Please use your terminology consistently and explicitly, especially parameter names. E.g., P16, title, what is meant precisely with “Evolution of genotypic states”: you are describing genotypic richness and distribution of clonal size at equilibrium under an increasing rate of clonality. First sentence, if you refer to both R and Pareto β, please say so; avoid mixing the use of “parameter β”, “β-values”, “Pareto β”.
Figure legends: please make sure that all parameters are properly identified and named, and that links with parameters in the figures are made. Readers often have a fast glance at figures first, so this is important.
Figure 1, the link between “Rate of clonality” in the Figure and “values of c” in the legend is not made. Please improve the legend.
Figure 3. Subscripts appear cut off in the figure.
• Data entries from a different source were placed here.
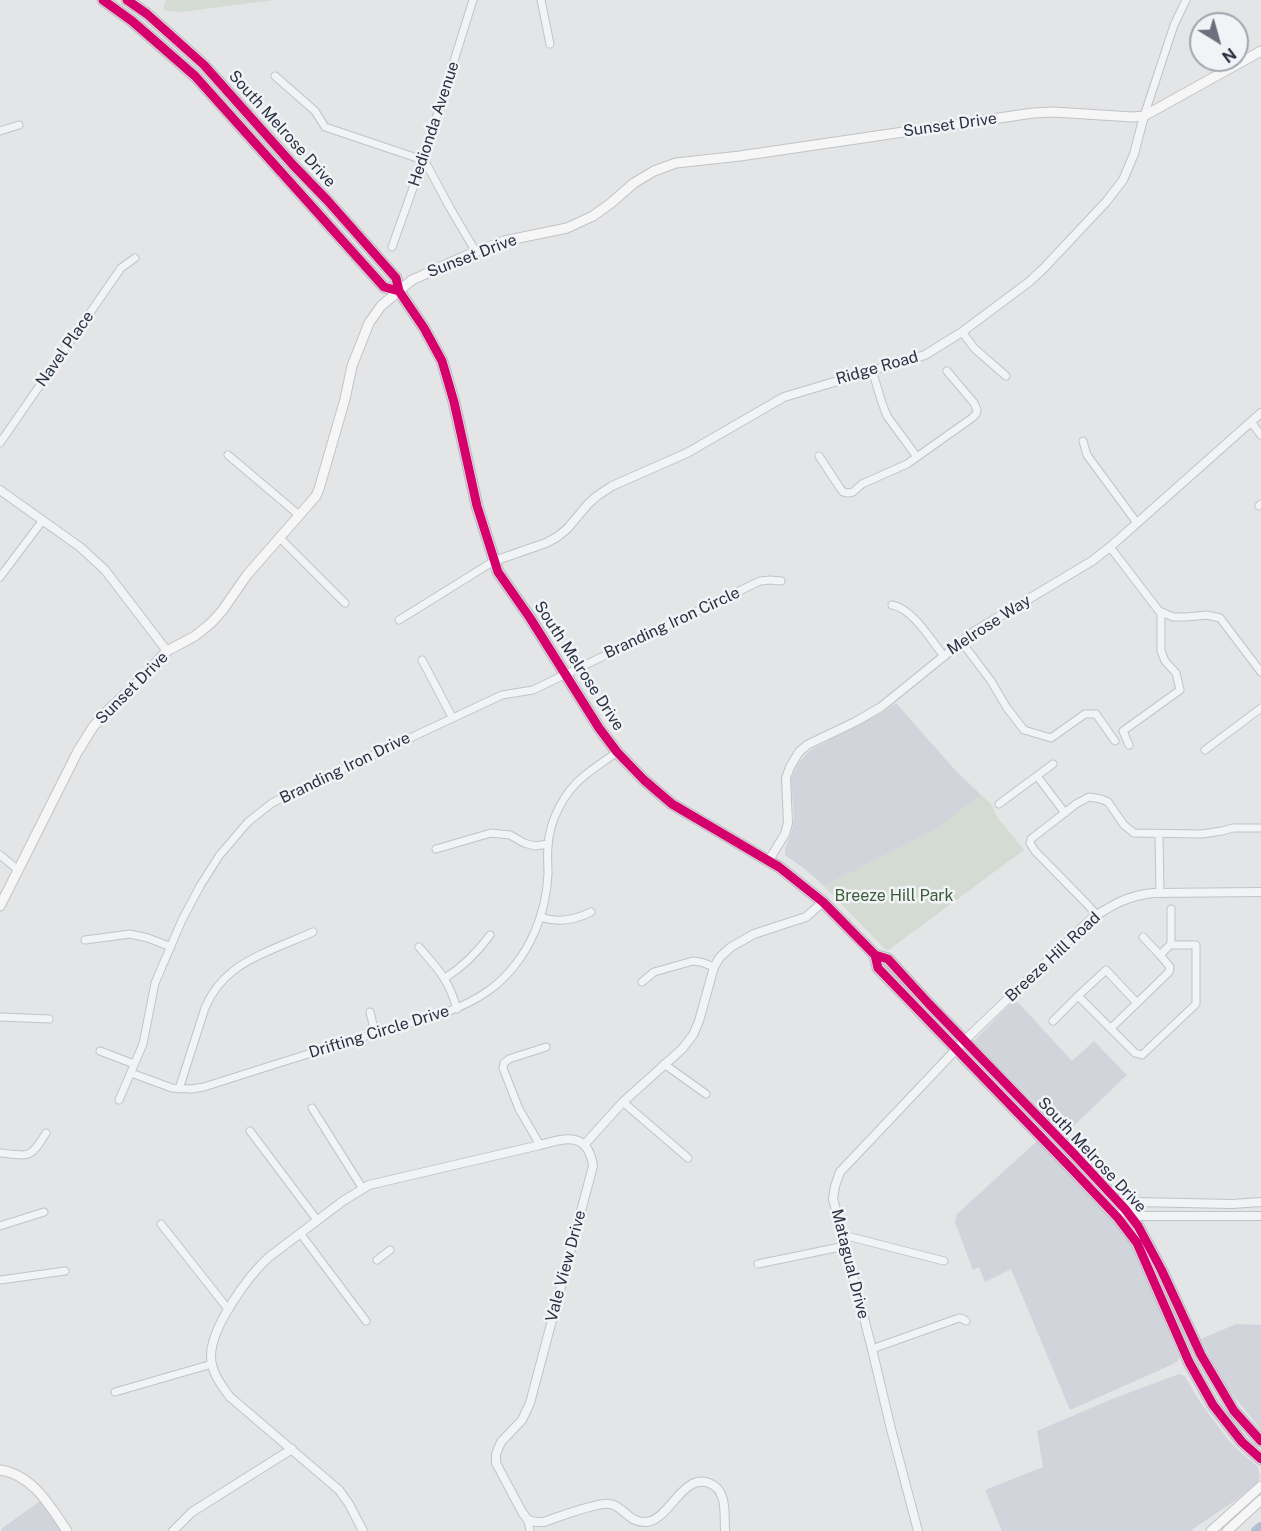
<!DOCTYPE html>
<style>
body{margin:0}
#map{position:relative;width:1261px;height:1531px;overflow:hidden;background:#e3e5e7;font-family:"Public Sans",sans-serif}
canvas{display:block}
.north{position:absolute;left:1189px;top:12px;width:60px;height:60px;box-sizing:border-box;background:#f1f3f7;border:2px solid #a1a5ae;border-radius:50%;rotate:143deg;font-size:16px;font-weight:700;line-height:24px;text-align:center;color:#2a3141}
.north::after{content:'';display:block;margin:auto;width:21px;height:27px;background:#6b707b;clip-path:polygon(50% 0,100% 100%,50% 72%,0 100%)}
</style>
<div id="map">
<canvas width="1261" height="1531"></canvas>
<div class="north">N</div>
</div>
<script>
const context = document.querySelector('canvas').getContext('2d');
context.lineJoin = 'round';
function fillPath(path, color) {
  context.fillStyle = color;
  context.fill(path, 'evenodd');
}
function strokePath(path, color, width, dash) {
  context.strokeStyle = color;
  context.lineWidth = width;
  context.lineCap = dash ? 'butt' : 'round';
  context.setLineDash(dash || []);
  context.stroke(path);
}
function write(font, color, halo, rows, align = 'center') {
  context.font = font + ' "Public Sans",sans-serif';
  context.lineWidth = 5;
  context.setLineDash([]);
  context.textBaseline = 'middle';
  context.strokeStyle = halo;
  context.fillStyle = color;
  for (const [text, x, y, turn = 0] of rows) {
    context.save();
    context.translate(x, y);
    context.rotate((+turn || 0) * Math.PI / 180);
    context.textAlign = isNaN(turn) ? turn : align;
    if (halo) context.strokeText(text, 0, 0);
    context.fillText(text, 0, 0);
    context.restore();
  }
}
fillPath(new Path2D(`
 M896 703 956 771 981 795 935 830 824 886 806 870 785 855V849L792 831 794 817 791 780 797 765 809 751 883 712Z
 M1015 999 1072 1061 1094 1041 1127 1075 1065 1134 974 1041Z
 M1037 1141 1109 1216 1129 1242 1139 1259 1160 1307 1163 1318 1179 1357 1178 1361 1171 1365 1070 1410 1011 1269 985 1282 979 1267 973 1270 955 1222 957 1214Z
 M1236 1324 1261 1325V1430L1225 1385 1201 1339Z
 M1179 1374 1185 1376 1198 1399 1226 1437 1236 1448 1258 1467 1260 1477 1257 1483 1236 1500 1190 1531H1002L985 1490 1043 1467 1037 1431 1112 1399Z
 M40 1501 62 1531H2L1 1529Z`), '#d1d4da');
fillPath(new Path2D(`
 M166 0H274L181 12 163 10Z
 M981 795 991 804 998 818 1024 850 887 951 824 886 935 830Z`), '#d3dbd3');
strokePath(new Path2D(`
 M1256 1531 1261 1527`), '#b2bfd1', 10);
const minor = new Path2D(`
 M541 0 550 44
 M275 76 315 111 325 127 423 160 427 165 450 208 476 252
 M1144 116 1174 25 1186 0
 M0 131 19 125
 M392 247 423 160 473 0
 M962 332 975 349 1006 376
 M872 370 882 403 887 416 917 457
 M1251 422 1261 435
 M1083 441 1087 455 1137 523
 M0 443 121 268 135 258
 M228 455 299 515
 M819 456 840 488 843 492 848 493 853 492 862 484 907 464 972 418 976 414 977 410 974 403 947 371
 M1259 506 1261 504
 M279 537 345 603
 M1110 547 1159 611 1173 617H1186L1207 615 1220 618 1261 672
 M0 577 43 520
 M892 605C912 608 931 640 943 655
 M399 620 494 561
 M961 641 991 681 1007 708 1024 730 1051 738 1085 714H1096L1115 741
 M422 660 452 717
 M1129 745 1123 731 1180 690 1176 673 1165 661 1161 651V614L1159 611
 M1205 750 1261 708
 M1037 776 1065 813
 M999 804 1053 764
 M1159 834 1160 893
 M436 849 491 833 510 835 524 843 535 846 548 844
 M0 855 18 870
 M1097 915 1086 903 1035 851 1030 843 1031 839 1076 804 1089 797 1101 799 1108 802 1124 825 1134 833 1202 834 1222 831 1233 828H1261
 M540 917C558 923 575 920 591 912
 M1143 937 1160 955 1171 944V909
 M85 940 130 934 148 938 171 947
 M419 947C438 969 449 980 457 1009
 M1160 955 1170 967 1169 972 1137 1003 1106 970 1078 996 1135 1053 1142 1055 1196 1004V945H1173L1171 944
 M445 978C464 966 477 953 490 935
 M642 982 654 972 693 961 701 962 714 967
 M370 1012 375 1033
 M0 1017 49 1019
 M1053 1021 1078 996
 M1111 1028 1137 1003
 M100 1051 134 1064
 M664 1064 706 1094
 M131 1073 172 1088 191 1089 204 1087C260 1069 317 1051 373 1034 412 1022 454 1015 488 991 508 977 525 955 535 931 543 913 547 893 548 874 548 865 547 856 548 847 549 821 564 792 584 776 595 767 606 760 617 752
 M179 1089 205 1008C211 994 220 981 233 971 253 955 289 943 313 932
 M119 1100 143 1044 155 983 182 920 200 886 219 856 248 822 272 803 286 796 502 695 533 690 760 581 770 580 781 581
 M623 1102 688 1158
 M312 1108 363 1189
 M250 1131 317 1220
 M540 1145 519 1109 503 1068 504 1063 509 1059 546 1047
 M0 1153C30 1156 30 1159 46 1133
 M161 1224 228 1309
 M0 1226 44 1212
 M300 1233 366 1321
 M843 1235 944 1261
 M377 1260 390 1250
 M758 1264 845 1246
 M0 1280 65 1271
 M872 1349 959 1318 963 1319 966 1321
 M115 1392 212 1364
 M528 1520 530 1531`);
const tertiary = new Path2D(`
 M0 490 80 547 105 570 167 651
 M494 561 546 543 557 537 567 529 588 504 597 496 612 486 687 453 784 397 925 355 962 332 1029 282 1044 268 1106 202 1123 180 1134 154 1144 116
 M769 860 785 834 788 823 786 778 790 767 799 752 807 745 855 722 881 707 975 631 1092 561 1110 547 1261 413
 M584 1145 623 1102 682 1049 693 1035 699 1021 714 967 720 957 731 947 754 934 806 917 823 902
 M1125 1210 1140 1216H1261
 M1118 1218 1125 1209 1135 1202 1232 1204 1261 1202
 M173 1531 192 1512 292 1449
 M363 1531 349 1504 339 1490 230 1397C221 1385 211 1372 211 1356 211 1327 248 1276 269 1257L343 1201 369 1185 540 1145C565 1138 588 1131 593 1166L530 1403 522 1420 501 1442 496 1454V1463L522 1512 528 1520 536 1522H544C558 1517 598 1502 610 1504 624 1506 628 1523 646 1522 670 1520 682 1473 709 1483 728 1490 724 1514 725 1531
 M918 1531 891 1429 872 1349 833 1199 835 1186 840 1172 964 1041 1092 918C1114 904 1127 896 1153 893L1261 892`);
const secondary = new Path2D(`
 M0 906 78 751 93 727 104 714 146 674 160 658 167 651 195 636 211 623 222 611 247 575 316 496 319 489 345 399 352 366 369 323 381 306 412 280 463 257 504 241 567 228 593 216 611 203 634 183 654 171 676 163 740 156 1033 113 1053 112 1133 117 1144 116 1261 51
 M0 1470C33 1475 50 1506 67 1531
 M1211 1531 1261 1486
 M1227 1531 1261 1500`);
const primary = new Path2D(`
 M103 0 132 21 195 76 384 287 399 291
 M127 0 147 14 204 65 294 166 327 200 396 278 399 291 424 328 442 361 454 402 477 506 498 572 530 618 599 728 617 752 644 780 672 804 779 867 823 902 875 955 888 959 929 1004 1073 1153 1125 1209 1138 1226 1161 1269 1201 1355 1234 1411 1261 1441
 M875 955 878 968 1069 1166 1118 1218 1137 1243 1189 1362 1213 1405 1242 1442 1261 1459`);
strokePath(minor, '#c1c3c5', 9);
strokePath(tertiary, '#c1c3c5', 10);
strokePath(secondary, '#c1c3c5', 11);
strokePath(primary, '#c0c2c5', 13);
strokePath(minor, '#f2f3f5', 7);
strokePath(tertiary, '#f2f3f5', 8);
strokePath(secondary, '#f6f6f7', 9);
strokePath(primary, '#f6f6f7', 10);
strokePath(new Path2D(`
 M103 0 132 21 195 76 384 287 399 291
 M127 0 147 14 204 65 294 166 327 200 396 278 399 291 424 328 442 361 454 402 477 506 498 572 530 618 599 728 617 752 644 780 672 804 779 867 823 902 875 955 888 959 929 1004 1073 1153 1125 1209 1138 1226 1161 1269 1201 1355 1234 1411 1261 1441
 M875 955 878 968 1069 1166 1118 1218 1137 1243 1189 1362 1213 1405 1242 1442 1261 1459`), '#d6006c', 9);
write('16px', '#2a3141', '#f1f3f7', [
 ["Hedionda Avenue",434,124,-72],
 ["Sunset Drive",950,125,-8],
 ["South Melrose Drive",282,129,48],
 ["Sunset Drive",472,256,-21],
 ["Navel Place",65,349,-55],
 ["Ridge Road",877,368,-16],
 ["Branding Iron Circle",672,623,-25],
 ["Melrose Way",989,625,-33],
 ["South Melrose Drive",579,666,57],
 ["Sunset Drive",132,688,-45],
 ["Branding Iron Drive",345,768,-26],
 ["Breeze Hill Road",1053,957,-43],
 ["Drifting Circle Drive",379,1032,-17],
 ["South Melrose Drive",1092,1155,47],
 ["Matagual Drive",850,1264,76],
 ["Vale View Drive",566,1266,-75]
]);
write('16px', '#3c5c37', '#f1f3f7', [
 ["Breeze Hill Park",894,896]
]);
</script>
Additional requirements of the managing board:

As indicated in the 'How does it work?’ section and in the code of conduct, please make sure that:
-Data are available to readers, either in the text or through an open data repository such as Zenodo (free), Dryad or some other institutional repository. Data must be reusable, thus metadata or accompanying text must carefully describe the data.
-Details on quantitative analyses (e.g., data treatment and statistical scripts in R, bioinformatic pipeline scripts, etc.) and details concerning simulations (scripts, codes) are available to readers in the text, as appendices, or through an open data repository, such as Zenodo, Dryad or some other institutional repository. The scripts or codes must be carefully described so that they can be reused.
-Details on experimental procedures are available to readers in the text or as appendices.
-Authors have no financial conflict of interest relating to the article. The article must contain a "Conflict of interest disclosure" paragraph before the reference section containing this sentence: "The authors of this preprint declare that they have no financial conflict of interest with the content of this article." If appropriate, this disclosure may be completed by a sentence indicating that some of the authors are PCI recommenders: “XXX is one of the PCI XXX recommenders.”

Author's reply:

Dear PCI Evol Biol Editors and Reviewers,
Please find our third version of our manuscript taking into account for editor suggestions on English language and consistent and explicit use of terminology. We attached two files: a certificate of language editing and a version with all track changes made visible. We are thankful (again) to Myriam Heuertz for her helpful and explicit proposals. The manuscript was edited by AJE editing services (please find the attached certificate), we also corrected all explicated suggestions.
We harmonized all terminologies (as well checked by the AJE editing services), added an explicit description of all parameters in figure legends to be readable by population geneticists without having to move into the text, and modified figure texts to be visible.
We hope the current (and greatly enhanced by Myriam Heuertz, Marcela Van Loo and David Macaya-Sanz) version of the manuscript will fit PCI Evol Biol standard. Thank you for your consideration, and we look forward to hearing from you at your earliest convenience.
Sincerely,
Dr. Solenn Stoeckel, Barbara Porro and Dr. Sophie Arnaud-Haond

*new version on Arxiv wil appear on Mon, 05 Aug 2019 18:00 UTC but all corrections making the new version are readable on the tracked changes document. Arxiv version will be this tracked changes document with all changes accepted.


Revision round #1

2019-05-13

Dear authors,

We have now received three reviewer reports for your manuscript. Two of the reviewers found that the paper represents a significant contribution for evolutionary biologists interested in clonally reproducing organisms; the third reviewer was unable to assess the relevance of the paper. The reviewers made a series of suggestions which I invite you to take into account before your paper can be reconsidered for recommendation by PCI. My decision on this version of your manuscript is thus “revise”.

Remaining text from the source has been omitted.